Employers should set a minimum floor of quality health care benefits that will apply to every employee, no matter their sexual identity, sexual preference, age, life experience, income, ethnicity, political views, and other factors. This floor needs to be based on the needs of their employees, what is allowed by law in each respective country, and best clinical practices.
Employers need to develop global strategies to implement this minimum health care standard, as this health care standard needs to be employed in many countries, based on where the organization or corporation has offices and workers. Employers should create a plan that projects out over the course of three to five years and enlist the support of senior stakeholders to ensure this standard is consistently implemented. Reminding them that solid business reasons and benefits can be gained from implementing such broad health care program changes should be used to help garner their support.

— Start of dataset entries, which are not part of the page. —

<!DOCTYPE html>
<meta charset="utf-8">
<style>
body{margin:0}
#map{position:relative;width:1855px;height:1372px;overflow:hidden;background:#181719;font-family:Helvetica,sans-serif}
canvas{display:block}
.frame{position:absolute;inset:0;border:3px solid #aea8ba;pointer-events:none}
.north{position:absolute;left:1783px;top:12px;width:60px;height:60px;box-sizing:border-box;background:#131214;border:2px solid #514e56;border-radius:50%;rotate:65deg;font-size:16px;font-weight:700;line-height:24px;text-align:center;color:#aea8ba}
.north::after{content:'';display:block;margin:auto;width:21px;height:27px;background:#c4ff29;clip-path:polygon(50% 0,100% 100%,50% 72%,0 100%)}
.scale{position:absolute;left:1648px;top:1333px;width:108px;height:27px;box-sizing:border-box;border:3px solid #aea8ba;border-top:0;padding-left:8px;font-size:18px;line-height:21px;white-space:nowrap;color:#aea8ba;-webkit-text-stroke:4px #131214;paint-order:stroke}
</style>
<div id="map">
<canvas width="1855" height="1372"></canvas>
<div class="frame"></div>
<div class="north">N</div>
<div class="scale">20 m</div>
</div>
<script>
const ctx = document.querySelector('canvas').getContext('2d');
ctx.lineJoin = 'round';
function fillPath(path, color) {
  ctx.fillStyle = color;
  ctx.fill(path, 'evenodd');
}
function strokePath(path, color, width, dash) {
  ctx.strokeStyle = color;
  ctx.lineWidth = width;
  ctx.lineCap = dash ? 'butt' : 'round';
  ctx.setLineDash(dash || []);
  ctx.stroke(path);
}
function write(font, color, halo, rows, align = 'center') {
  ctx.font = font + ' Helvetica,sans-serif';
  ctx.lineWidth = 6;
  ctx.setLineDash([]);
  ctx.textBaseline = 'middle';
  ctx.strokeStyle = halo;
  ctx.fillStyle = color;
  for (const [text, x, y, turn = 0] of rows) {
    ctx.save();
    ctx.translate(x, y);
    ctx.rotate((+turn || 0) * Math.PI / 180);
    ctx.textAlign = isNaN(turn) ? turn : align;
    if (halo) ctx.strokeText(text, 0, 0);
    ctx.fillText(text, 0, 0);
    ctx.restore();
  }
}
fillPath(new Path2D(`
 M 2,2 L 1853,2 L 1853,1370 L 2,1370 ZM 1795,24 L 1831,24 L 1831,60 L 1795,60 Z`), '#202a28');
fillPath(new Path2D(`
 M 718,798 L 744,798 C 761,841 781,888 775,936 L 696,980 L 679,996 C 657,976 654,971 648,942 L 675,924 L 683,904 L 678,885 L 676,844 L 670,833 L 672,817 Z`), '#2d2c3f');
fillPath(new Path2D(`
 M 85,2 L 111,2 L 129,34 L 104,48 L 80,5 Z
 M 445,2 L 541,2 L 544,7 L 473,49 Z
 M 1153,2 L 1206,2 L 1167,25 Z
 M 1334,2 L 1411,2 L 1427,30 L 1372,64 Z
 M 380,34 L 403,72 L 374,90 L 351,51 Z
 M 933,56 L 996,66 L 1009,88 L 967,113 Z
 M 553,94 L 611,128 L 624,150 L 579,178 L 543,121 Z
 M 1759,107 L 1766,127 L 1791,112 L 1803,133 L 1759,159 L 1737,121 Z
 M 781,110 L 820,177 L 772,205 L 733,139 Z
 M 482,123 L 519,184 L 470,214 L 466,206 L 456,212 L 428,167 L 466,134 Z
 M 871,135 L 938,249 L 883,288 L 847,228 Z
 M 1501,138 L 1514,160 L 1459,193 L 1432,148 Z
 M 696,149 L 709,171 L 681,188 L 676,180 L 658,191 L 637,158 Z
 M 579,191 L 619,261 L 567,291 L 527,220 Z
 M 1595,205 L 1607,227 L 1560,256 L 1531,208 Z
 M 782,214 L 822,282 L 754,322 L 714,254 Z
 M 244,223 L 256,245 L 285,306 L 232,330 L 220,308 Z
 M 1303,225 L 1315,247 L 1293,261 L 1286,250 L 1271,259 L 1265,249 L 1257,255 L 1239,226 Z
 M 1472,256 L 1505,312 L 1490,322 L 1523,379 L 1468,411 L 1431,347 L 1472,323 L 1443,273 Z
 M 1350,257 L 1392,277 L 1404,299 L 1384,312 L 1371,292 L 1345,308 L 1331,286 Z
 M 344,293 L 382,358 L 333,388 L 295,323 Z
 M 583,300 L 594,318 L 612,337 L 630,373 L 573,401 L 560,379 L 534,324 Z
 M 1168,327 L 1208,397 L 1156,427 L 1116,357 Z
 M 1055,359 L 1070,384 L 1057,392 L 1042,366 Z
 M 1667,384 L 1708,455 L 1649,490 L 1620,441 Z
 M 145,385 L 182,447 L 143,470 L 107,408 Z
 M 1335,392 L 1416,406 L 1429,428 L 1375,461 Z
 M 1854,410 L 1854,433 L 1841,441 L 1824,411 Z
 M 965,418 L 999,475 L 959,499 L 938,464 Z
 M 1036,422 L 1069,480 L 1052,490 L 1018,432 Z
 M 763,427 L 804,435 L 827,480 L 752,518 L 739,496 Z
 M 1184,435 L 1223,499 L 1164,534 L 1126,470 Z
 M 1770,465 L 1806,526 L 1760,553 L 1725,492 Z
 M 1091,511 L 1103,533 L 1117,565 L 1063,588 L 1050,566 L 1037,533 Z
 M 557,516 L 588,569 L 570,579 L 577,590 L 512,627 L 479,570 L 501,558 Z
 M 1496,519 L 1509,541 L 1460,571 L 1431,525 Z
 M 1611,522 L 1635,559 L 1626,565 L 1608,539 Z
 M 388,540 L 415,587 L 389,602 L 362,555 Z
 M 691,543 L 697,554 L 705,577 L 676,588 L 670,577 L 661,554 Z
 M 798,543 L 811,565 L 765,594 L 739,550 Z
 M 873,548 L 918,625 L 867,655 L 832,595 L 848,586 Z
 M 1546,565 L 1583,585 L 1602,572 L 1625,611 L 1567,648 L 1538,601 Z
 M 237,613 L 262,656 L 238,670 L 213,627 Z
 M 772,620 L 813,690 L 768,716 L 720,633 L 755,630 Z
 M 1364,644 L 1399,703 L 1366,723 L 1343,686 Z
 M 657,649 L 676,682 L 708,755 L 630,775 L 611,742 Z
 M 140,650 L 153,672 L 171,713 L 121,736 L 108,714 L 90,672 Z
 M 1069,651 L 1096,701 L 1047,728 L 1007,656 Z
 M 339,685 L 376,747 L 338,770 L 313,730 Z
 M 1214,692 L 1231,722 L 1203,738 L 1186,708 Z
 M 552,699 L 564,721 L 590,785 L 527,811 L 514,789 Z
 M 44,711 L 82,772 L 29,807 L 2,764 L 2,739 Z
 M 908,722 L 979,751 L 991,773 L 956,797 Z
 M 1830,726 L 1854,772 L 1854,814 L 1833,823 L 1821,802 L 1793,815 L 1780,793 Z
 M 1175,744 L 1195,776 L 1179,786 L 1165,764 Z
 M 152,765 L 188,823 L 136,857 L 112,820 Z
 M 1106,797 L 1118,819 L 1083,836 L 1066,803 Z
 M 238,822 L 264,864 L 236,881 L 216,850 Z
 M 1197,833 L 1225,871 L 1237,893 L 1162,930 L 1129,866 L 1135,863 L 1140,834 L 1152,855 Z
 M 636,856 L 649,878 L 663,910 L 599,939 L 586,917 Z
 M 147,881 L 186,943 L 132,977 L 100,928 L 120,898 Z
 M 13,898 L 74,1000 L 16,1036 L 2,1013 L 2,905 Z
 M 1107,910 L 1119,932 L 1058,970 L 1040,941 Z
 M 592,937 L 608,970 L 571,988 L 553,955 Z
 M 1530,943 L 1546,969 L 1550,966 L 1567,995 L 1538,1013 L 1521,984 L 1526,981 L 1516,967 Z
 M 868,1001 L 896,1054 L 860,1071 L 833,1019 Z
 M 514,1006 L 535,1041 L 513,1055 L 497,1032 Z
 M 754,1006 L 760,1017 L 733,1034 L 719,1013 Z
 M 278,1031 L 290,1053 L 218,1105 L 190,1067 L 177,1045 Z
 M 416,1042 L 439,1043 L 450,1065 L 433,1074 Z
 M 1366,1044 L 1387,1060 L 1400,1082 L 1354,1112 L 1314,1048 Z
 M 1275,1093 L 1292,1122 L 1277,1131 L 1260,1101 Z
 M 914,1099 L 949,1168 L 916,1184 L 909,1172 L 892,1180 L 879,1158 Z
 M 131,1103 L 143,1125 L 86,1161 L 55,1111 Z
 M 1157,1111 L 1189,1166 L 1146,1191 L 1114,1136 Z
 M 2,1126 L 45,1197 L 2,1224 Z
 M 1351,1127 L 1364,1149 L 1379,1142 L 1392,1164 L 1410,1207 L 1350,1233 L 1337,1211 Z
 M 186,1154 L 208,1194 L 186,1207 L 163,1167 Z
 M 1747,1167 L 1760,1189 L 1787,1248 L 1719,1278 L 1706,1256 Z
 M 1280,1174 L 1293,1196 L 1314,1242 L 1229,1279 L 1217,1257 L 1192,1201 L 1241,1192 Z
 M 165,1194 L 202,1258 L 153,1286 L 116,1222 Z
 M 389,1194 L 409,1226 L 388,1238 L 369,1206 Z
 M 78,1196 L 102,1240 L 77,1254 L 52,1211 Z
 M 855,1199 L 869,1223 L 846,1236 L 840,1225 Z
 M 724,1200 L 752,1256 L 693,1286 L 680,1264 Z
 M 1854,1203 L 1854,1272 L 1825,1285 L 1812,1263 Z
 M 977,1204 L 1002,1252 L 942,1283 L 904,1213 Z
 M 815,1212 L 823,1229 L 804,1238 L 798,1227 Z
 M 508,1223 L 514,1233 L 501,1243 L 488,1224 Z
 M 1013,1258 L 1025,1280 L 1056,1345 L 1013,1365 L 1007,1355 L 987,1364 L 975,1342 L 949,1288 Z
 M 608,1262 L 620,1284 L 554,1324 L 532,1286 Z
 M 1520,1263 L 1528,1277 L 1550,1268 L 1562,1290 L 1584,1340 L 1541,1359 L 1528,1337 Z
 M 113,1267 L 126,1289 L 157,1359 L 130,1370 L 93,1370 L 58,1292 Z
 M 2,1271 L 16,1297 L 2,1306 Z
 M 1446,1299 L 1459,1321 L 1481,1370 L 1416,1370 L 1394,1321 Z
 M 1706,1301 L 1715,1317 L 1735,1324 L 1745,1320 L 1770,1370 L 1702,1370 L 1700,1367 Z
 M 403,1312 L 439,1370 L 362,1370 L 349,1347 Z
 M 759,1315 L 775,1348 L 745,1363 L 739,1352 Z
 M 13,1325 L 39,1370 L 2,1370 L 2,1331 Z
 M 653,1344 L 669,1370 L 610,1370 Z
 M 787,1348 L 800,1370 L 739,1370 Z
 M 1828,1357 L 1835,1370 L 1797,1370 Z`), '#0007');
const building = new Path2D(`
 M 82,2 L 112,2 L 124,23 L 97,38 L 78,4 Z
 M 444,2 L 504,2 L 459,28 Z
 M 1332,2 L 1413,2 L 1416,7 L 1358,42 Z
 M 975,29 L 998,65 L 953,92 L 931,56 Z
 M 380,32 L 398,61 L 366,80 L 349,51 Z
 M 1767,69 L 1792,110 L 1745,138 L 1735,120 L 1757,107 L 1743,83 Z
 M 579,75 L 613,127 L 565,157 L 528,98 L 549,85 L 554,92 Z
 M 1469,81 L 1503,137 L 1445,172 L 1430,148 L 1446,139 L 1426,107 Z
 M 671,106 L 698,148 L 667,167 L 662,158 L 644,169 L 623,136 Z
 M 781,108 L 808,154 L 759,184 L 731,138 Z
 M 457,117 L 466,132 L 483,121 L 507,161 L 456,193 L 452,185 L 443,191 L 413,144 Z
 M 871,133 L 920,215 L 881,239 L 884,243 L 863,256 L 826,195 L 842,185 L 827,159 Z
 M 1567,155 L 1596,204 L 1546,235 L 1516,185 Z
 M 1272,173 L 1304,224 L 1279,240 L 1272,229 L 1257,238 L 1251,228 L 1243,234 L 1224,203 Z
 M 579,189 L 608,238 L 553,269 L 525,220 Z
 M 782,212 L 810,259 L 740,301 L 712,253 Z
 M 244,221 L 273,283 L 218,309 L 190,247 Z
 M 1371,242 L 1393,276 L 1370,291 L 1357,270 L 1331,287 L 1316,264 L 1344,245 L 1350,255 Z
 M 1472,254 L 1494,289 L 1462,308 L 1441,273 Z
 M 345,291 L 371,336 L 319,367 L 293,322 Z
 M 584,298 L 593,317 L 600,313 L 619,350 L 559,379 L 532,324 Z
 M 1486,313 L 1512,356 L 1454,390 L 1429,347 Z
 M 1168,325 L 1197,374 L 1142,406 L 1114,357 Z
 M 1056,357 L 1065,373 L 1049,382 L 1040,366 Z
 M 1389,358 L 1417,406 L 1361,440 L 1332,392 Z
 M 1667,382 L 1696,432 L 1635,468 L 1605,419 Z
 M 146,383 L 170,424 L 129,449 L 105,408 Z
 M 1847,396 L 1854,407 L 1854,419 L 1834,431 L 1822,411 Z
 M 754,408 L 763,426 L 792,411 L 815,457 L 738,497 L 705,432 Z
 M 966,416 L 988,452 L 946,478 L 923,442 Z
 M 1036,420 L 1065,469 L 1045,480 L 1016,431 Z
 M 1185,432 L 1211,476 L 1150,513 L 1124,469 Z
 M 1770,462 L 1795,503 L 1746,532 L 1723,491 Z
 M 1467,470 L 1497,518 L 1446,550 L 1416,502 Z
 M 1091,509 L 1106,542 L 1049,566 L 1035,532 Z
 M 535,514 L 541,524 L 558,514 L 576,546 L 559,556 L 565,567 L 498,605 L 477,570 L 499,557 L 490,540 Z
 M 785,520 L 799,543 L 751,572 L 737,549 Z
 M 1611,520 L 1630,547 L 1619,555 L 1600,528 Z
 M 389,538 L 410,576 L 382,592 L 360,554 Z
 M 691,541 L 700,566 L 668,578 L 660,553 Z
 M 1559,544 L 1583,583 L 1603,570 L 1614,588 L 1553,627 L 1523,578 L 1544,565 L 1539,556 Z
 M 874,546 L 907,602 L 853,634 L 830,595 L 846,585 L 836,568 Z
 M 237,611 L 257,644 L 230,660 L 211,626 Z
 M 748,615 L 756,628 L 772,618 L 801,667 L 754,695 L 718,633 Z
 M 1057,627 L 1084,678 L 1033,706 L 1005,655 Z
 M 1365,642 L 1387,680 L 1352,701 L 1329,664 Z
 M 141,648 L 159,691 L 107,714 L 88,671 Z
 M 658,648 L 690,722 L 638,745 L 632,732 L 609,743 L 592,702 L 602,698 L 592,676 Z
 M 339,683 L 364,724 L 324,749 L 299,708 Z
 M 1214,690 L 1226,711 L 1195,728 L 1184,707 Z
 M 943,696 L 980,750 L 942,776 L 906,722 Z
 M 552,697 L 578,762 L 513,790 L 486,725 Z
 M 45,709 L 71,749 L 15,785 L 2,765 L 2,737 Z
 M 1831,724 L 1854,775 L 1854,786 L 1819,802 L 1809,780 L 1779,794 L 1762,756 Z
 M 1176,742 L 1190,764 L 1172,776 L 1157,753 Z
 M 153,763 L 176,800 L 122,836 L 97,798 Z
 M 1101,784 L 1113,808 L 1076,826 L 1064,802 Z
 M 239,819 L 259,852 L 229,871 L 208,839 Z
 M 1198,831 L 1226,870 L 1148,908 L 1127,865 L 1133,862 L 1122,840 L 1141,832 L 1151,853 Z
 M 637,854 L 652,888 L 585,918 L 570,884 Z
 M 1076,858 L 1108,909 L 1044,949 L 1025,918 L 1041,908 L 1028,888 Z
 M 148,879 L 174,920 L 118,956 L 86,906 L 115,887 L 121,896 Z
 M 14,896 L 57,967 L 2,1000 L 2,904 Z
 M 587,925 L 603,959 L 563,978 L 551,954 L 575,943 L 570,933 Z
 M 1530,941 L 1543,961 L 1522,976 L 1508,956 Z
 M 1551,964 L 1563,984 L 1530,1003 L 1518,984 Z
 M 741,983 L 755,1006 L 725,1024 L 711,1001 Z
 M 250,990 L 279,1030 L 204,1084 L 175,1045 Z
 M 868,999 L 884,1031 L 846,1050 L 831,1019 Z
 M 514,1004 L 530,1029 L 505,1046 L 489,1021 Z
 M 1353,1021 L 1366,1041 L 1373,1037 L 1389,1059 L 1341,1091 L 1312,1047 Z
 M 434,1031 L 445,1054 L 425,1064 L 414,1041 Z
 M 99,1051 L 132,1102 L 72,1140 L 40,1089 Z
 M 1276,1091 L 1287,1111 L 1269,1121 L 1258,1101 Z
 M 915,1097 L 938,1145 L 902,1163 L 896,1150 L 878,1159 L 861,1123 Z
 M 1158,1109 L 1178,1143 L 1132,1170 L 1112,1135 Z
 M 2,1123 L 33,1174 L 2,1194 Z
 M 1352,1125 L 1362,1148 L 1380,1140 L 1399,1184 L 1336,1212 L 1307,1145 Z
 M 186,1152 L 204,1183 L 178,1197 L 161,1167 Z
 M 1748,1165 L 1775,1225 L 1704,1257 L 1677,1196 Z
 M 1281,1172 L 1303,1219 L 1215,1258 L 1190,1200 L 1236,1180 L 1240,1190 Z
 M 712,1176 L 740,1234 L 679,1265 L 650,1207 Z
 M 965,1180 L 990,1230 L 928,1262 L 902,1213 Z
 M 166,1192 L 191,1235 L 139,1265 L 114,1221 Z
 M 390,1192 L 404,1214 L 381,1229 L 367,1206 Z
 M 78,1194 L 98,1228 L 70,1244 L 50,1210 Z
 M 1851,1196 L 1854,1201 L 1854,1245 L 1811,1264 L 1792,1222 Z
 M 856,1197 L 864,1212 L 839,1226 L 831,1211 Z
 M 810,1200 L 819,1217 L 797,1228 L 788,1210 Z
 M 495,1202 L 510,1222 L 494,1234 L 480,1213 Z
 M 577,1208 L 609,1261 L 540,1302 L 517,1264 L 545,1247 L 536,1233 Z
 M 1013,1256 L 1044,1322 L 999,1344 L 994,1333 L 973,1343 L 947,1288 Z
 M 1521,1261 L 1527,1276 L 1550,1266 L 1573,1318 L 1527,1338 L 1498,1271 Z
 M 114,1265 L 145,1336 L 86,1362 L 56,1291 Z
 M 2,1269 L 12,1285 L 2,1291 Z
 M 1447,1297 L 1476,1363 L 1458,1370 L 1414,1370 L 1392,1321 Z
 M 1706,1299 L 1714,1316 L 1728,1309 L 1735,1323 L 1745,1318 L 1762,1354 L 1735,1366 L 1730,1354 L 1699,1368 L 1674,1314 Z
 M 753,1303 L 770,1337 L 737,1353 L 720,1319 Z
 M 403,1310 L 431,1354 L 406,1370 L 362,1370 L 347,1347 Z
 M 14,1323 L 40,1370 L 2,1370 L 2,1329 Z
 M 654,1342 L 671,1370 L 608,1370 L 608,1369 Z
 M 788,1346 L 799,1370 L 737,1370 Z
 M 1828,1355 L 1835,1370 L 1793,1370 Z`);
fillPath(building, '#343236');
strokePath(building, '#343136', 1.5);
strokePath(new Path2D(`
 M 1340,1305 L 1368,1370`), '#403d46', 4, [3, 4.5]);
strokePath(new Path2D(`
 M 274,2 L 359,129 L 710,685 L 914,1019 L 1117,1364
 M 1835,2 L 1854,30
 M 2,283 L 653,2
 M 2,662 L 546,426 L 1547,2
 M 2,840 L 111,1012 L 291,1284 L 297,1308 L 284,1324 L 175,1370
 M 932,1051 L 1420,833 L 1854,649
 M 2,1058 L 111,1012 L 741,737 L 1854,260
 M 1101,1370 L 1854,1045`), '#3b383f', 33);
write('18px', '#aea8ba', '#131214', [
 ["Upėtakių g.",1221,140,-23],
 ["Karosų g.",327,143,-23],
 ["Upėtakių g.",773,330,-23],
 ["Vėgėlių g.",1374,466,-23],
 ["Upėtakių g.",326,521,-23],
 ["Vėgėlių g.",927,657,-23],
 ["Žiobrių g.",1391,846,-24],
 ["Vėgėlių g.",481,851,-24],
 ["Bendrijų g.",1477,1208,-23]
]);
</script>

Employers must not be afraid to challenge the status quo of the blanket, traditional health care benefits programs that have been prevalent in the work industry for decades. They must get internal decision-makers, insurance carriers and vendors, and consultants to work with them to create alternative health care benefits programs that will successfully address the gaps present in the traditional health care benefits programs. Reminding them that all employees can benefit from these changes can garner support for such broad health care program changes.